* _TASK STATEMENT_:
Pull every line holding the word "serif" from the data below and copy it.

* _RECORDS FOR THIS TASK_:
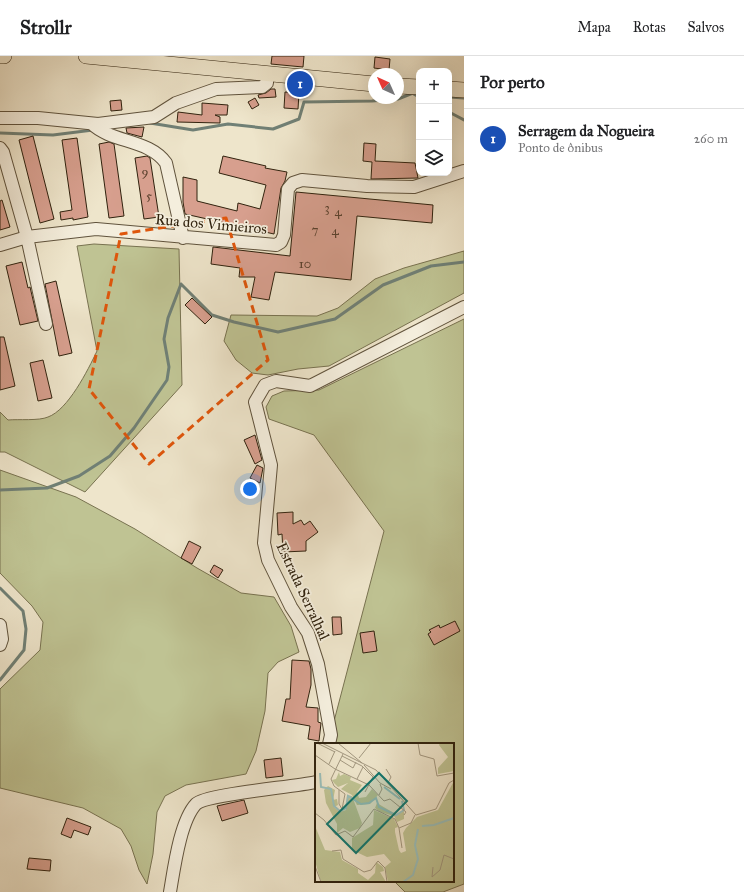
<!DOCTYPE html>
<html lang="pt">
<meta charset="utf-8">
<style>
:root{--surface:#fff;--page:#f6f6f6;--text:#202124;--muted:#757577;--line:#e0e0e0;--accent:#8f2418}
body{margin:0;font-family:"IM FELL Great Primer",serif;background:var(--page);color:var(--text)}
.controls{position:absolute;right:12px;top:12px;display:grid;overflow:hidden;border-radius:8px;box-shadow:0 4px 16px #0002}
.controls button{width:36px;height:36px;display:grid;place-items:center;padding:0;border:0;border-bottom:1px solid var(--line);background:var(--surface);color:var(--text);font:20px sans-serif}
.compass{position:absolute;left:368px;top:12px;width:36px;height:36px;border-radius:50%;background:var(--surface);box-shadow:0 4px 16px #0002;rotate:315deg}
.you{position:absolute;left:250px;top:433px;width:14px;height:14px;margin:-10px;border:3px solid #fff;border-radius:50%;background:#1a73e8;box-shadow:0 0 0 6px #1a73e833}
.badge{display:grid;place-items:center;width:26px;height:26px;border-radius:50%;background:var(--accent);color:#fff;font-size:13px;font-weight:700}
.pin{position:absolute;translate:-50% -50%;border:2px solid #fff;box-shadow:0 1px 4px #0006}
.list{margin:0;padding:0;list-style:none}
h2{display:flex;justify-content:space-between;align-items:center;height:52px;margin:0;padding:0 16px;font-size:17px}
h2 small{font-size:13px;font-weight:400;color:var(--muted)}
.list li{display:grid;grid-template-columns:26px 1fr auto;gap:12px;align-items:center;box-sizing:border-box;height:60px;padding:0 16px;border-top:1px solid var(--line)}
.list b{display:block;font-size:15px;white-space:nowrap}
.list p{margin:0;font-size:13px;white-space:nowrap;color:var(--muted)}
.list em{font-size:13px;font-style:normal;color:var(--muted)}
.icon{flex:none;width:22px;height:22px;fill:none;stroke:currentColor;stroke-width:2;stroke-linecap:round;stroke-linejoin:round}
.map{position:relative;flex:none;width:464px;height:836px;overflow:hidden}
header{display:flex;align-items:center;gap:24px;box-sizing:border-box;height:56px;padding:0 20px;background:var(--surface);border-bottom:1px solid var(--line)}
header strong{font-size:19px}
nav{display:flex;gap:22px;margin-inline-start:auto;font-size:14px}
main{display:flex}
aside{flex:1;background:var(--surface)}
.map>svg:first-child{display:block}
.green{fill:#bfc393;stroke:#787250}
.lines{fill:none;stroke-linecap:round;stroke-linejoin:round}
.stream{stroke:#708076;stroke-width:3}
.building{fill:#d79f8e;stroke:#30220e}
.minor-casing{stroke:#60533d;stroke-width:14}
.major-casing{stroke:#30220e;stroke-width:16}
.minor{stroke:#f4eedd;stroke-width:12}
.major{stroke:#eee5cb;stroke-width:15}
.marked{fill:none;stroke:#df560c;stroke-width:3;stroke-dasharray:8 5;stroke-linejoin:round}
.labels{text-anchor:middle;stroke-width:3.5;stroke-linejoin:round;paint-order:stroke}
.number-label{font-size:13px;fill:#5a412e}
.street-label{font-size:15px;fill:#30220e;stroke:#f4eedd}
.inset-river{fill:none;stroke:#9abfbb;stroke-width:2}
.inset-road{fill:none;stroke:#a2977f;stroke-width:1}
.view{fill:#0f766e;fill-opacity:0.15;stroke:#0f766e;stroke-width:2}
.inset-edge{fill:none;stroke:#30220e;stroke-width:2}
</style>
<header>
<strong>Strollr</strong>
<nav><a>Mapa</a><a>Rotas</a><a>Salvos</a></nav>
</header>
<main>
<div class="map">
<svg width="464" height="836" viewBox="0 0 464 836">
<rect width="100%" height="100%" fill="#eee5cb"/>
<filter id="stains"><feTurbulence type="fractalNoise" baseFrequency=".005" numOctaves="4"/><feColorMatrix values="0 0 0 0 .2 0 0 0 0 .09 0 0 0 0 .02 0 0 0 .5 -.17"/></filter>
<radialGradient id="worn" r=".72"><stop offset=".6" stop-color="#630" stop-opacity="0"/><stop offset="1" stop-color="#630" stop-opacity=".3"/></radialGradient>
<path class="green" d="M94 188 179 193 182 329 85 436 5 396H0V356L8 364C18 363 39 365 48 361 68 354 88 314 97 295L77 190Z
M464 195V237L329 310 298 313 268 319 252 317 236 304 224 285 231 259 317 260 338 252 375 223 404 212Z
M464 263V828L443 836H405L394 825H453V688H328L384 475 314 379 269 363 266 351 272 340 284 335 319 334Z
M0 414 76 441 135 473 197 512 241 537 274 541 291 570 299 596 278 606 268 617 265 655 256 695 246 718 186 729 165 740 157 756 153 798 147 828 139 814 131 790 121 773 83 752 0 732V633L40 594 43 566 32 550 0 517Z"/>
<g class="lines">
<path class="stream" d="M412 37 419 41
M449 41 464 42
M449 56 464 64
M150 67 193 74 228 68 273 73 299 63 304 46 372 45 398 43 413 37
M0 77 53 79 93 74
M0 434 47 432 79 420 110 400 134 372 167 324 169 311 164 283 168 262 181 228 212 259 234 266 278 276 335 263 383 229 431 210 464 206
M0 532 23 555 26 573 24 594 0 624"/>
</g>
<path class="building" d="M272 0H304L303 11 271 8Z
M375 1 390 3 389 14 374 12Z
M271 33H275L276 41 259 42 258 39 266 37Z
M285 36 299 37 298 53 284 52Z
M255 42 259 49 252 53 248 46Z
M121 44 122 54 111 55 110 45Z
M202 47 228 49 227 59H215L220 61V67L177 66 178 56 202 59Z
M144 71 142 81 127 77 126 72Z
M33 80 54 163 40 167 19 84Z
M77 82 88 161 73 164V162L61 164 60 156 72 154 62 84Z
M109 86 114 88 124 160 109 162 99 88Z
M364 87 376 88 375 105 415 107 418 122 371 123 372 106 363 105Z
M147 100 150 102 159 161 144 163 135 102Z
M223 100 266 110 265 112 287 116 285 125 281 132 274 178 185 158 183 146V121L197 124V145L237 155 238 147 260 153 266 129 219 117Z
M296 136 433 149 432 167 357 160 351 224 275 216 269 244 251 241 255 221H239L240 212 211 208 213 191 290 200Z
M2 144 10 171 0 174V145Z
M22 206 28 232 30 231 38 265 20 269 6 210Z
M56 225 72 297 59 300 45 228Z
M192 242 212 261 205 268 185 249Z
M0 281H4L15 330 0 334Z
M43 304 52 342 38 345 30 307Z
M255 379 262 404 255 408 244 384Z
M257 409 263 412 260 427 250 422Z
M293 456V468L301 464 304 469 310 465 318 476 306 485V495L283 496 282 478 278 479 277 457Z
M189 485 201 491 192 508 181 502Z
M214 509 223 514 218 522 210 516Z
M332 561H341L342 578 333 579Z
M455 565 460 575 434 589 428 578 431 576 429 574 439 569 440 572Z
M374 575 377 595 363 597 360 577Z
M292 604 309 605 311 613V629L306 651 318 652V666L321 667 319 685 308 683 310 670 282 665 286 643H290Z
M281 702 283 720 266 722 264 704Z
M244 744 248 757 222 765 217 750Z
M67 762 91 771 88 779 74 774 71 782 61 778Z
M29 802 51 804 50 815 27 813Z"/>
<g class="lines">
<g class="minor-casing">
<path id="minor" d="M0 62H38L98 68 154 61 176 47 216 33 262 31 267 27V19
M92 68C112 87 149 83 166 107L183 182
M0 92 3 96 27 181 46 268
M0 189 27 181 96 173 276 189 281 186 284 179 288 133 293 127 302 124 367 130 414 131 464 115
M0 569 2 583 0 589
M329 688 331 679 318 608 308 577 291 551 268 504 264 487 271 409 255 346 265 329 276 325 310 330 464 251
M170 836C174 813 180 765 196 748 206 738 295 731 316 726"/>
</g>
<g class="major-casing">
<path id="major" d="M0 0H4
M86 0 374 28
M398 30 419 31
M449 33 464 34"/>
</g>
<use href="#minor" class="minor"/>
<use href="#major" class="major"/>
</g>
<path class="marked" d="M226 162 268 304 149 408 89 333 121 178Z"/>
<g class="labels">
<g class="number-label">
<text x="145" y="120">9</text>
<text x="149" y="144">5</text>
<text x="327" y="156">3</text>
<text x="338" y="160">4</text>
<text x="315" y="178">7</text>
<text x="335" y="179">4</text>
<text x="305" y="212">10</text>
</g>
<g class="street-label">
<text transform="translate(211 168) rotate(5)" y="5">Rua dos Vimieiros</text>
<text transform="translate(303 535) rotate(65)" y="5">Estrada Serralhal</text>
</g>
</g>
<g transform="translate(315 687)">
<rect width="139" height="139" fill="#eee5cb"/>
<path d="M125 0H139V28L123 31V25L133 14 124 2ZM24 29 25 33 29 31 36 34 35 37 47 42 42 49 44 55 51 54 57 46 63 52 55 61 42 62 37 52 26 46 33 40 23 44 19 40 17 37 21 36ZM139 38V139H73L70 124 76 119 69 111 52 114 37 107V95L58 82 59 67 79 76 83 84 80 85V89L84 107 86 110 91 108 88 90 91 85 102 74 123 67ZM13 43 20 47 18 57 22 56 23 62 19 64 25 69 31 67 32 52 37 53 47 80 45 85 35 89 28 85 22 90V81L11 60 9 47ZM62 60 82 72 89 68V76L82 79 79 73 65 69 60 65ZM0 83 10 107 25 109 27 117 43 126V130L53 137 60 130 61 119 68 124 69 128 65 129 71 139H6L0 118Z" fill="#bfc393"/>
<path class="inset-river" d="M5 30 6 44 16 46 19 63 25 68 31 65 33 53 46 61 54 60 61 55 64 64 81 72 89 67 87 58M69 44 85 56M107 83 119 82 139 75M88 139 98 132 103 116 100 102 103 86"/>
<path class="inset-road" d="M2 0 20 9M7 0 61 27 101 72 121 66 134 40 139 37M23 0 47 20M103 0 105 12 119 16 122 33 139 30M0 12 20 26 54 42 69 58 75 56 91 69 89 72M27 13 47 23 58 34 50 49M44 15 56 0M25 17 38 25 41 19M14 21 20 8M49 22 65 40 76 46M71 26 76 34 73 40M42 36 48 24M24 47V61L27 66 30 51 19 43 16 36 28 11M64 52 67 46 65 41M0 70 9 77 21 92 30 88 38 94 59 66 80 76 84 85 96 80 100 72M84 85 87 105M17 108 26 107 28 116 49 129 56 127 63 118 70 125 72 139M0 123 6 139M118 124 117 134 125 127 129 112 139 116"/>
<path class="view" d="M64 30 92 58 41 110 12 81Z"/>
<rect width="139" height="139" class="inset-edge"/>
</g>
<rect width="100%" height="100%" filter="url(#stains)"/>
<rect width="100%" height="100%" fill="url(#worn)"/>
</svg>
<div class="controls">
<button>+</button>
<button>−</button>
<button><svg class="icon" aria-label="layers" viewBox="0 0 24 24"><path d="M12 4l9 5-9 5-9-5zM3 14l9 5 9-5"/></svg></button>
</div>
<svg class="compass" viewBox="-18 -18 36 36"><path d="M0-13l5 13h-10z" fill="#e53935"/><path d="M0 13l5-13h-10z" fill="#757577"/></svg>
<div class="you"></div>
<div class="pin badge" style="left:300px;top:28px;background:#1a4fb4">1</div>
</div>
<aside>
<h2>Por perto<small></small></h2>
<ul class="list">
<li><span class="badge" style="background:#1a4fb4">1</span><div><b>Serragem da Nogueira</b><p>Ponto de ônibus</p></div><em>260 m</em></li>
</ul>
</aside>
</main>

* _YOUR SOLUTION_:
body{margin:0;font-family:"IM FELL Great Primer",serif;background:var(--page);color:var(--text)}
.controls button{width:36px;height:36px;display:grid;place-items:center;padding:0;border:0;border-bottom:1px solid var(--line);background:var(--surface);color:var(--text);font:20px sans-serif}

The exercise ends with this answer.